File: DeepIDsSpecification.rst

package info (click to toggle)
openexr 3.4.6%2Bds-2
links: PTS, VCS
area: main
in suites: sid
size: 41,948 kB
sloc: cpp: 166,793; ansic: 26,769; python: 2,990; sh: 581; makefile: 9
file content (407 lines) | stat: -rw-r--r-- 17,966 bytes
parent folder | download | duplicates (2)

..
  SPDX-License-Identifier: BSD-3-Clause
  Copyright Contributors to the OpenEXR Project.

OpenEXR Deep IDs Specification
##############################


Introduction
============

Deep IDs are primarily used in compositing applications to select
objects in images:

-  The 3D renderer stores multiple ids per
   pixel in the final OpenEXR file as well a scene manifest providing a mapping to a
   human-readable identifier, such as an object or material name.
-  The compositing application reads in the deep IDs and implements a
   UI for the artist to create a selection based on the manifest data.
-  The selected IDs will then be used to create a deep (per-sample) or
   shallow (per-pixel) mask for later use.

Typical uses include:

-  Grading selected objects.
-  Removing a certain percentage of particles from a snow or dust motes
   render.
-  Adding consistent variations to different individuals in a crowd or to different
   trees in a forest by applying an ID-based color correction.

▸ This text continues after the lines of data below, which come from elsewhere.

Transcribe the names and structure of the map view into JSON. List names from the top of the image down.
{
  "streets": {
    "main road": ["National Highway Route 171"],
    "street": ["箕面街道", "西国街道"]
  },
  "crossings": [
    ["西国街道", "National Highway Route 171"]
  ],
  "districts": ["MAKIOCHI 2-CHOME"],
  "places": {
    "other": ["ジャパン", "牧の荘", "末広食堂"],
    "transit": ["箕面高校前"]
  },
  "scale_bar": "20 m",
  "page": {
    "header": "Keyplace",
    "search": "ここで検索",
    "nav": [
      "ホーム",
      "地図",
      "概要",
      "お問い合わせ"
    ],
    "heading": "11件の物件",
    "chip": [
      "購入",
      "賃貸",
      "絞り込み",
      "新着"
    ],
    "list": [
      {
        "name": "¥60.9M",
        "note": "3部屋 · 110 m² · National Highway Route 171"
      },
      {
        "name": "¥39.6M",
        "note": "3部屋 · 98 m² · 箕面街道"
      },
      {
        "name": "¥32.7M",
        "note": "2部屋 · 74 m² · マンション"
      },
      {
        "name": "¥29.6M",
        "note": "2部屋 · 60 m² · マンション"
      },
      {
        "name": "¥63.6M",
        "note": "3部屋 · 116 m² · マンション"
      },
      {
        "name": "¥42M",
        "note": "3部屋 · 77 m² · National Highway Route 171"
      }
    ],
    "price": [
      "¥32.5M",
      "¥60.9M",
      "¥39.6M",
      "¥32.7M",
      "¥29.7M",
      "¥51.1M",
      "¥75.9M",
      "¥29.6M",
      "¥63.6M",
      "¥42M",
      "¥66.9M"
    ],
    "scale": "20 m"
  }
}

Deep IDs can also be used for debugging:

-  To identify an object/material which renders incorrectly.
-  To collect all visible IDs over a sequence so as to prune scene
   objects that are never on screen.

Pros
----

-  Each pixel can contain an arbitrary number of IDs (0 included),
   allowing for perfect mattes.
-  Deep IDs are combined with transparency data to support anti-aliasing,
   motion blur and depth of field.
-  A deep image stores the color of the individual objects as well as their
   individual alpha, so an object extracted by ID will have the correct color
   and alpha values along the edges.

Cons
----

-  IDs cannot be directly inspected with a simple image viewer.
-  Hash collisions can make multiple objects map to the same ID.
-  DeepIDs require software to support deepscanline and/or deeptile OpenEXR image types.



Cryptomatte comparison
----------------------

Cryptomatte [1]_ is widely adopted ID scheme similar to that described here, with a few differences:

-  Cryptomatte uses a similar concept of a manifest, which is stored as JSON in a string attribute.
-  Cryptomatte allocates a fixed size array for IDs, imposing a maximum number of IDs in one pixel.
   Setting this too large requires a lot of memory; setting it too small can cause
   noise if an object is selected which has been discarded from some pixels.
-  Cryptomatte uses the ``scanlineimage`` or ``tiledimage`` EXR format, rather than ``deepscanline`` or ``deeptile``
   to simplify adoption by applications already supporting these EXR types.
   Similarly, IDs are stored in the ``R`` and ``B`` channels as FLOAT rather than UINT types,
   though are intended to be interpreted as UINT. Although these
   channels are named as color channels, care must be taken not to color manage or otherwise modify them,
   and tools which re-write Cryptomatte files should ensure they are written as FLOAT rather than HALF.
-  Cryptomatte allows slightly less than 2\ :sup:`32` different IDs; the Deep ID scheme allows for 2\ :sup:`32` or 2\ :sup:`64` different IDs.
   This reduces the chance of a hash collision.
-  Cryptomatte only stores *coverage* of each object. This can be used to generate a mask for an object to apply
   a selective grade. Because the depth ordering, transparency and color of each object is not stored, objects isolated
   using Cryptomatte will have contaminated edge colors and incorrect alpha values.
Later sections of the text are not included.